--- Aim of the exercise ---
In full and exactly, please return the records, but keep out the pictures.

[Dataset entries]
--------------------------------

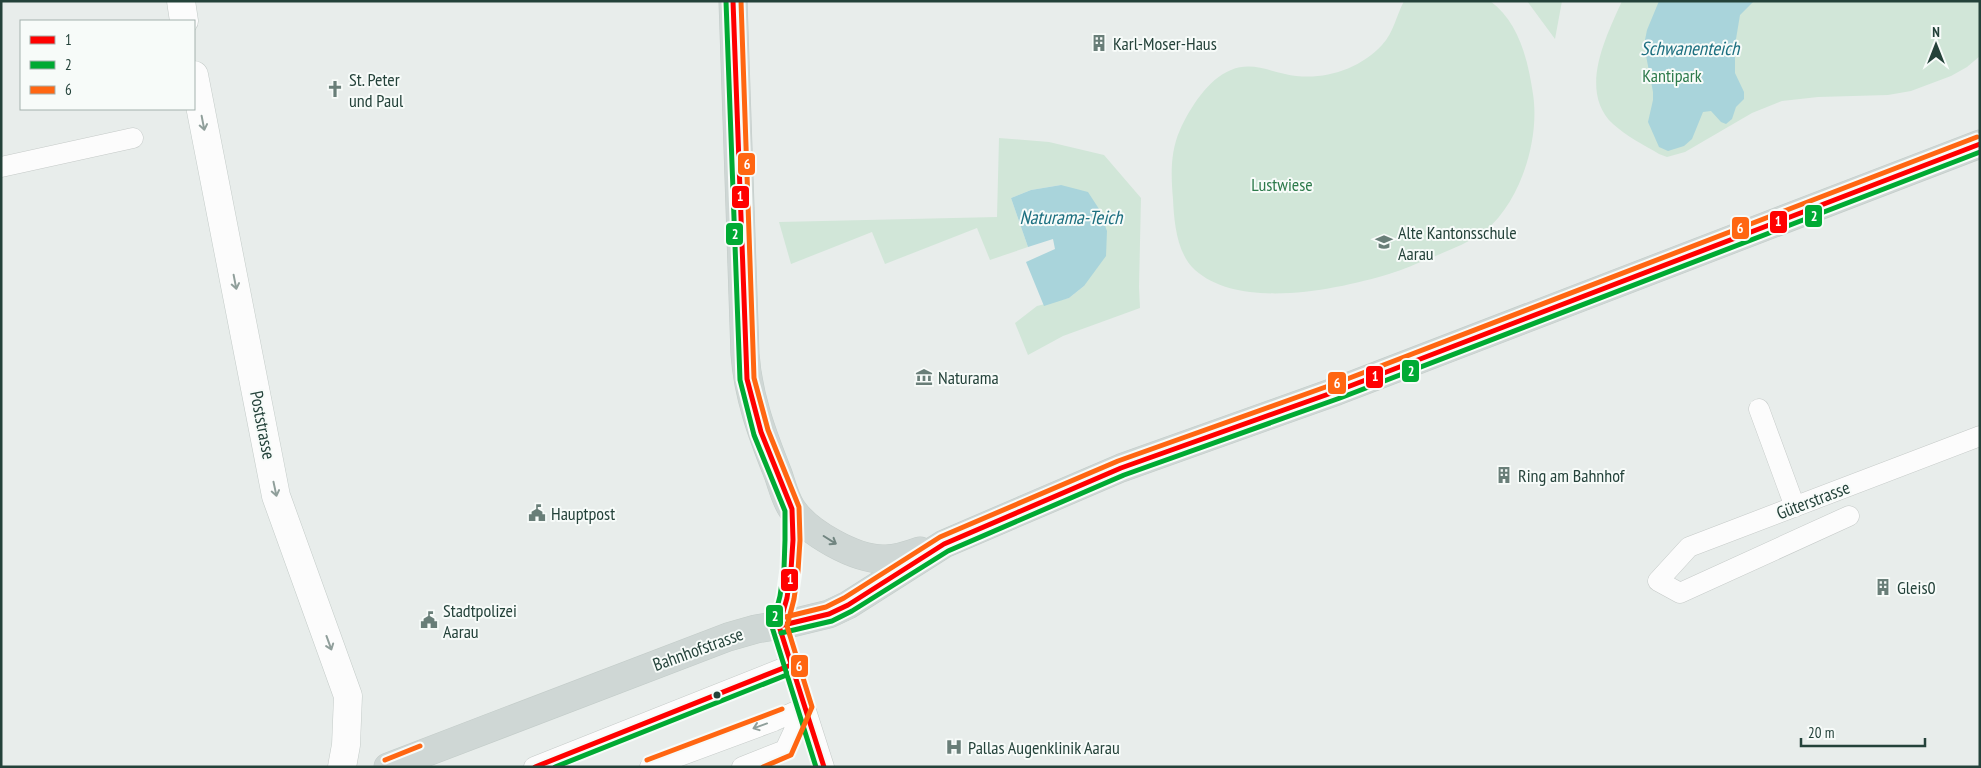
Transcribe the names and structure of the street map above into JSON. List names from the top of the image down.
{
  "streets": {
    "main road": ["Poststrasse", "Bahnhofstrasse"],
    "lane": ["Güterstrasse"]
  },
  "one_way": ["Poststrasse"],
  "water": ["Schwanenteich", "Naturama-Teich"],
  "parks": ["Kantipark", "Lustwiese"],
  "places": {
    "building": ["Karl-Moser-Haus", "Ring am Bahnhof", "Gleis0"],
    "church": ["St. Peter und Paul"],
    "school or university": ["Alte Kantonsschule Aarau"],
    "museum": ["Naturama"],
    "public building": ["Hauptpost", "Stadtpolizei Aarau"],
    "hospital": ["Pallas Augenklinik Aarau"]
  },
  "lines": ["transit line 1", "transit line 2", "transit line 6"],
  "legend": ["1", "2", "6"],
  "scale_bar": "20 m",
  "north": "top"
}
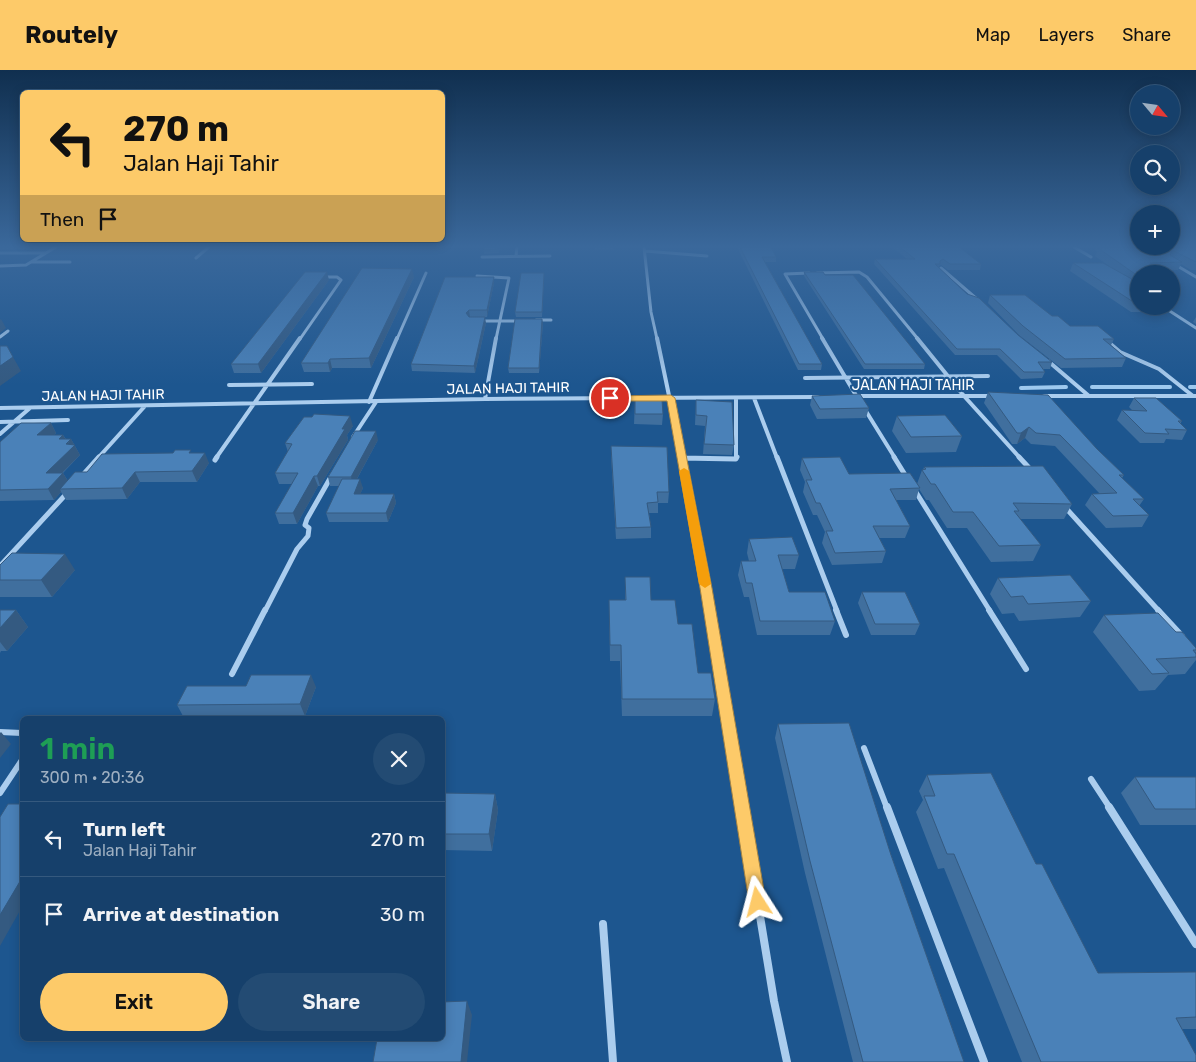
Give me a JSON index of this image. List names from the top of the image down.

--------------------------------

--- Final answer ---
Transcribe the names and structure of the street map above into JSON. List names from the top of the image down.
{
  "streets": {
    "main road": ["Poststrasse", "Bahnhofstrasse"],
    "lane": ["Güterstrasse"]
  },
  "one_way": ["Poststrasse"],
  "water": ["Schwanenteich", "Naturama-Teich"],
  "parks": ["Kantipark", "Lustwiese"],
  "places": {
    "building": ["Karl-Moser-Haus", "Ring am Bahnhof", "Gleis0"],
    "church": ["St. Peter und Paul"],
    "school or university": ["Alte Kantonsschule Aarau"],
    "museum": ["Naturama"],
    "public building": ["Hauptpost", "Stadtpolizei Aarau"],
    "hospital": ["Pallas Augenklinik Aarau"]
  },
  "lines": ["transit line 1", "transit line 2", "transit line 6"],
  "legend": ["1", "2", "6"],
  "scale_bar": "20 m",
  "north": "top"
}
Give me a JSON index of this image. List names from the top of the image down.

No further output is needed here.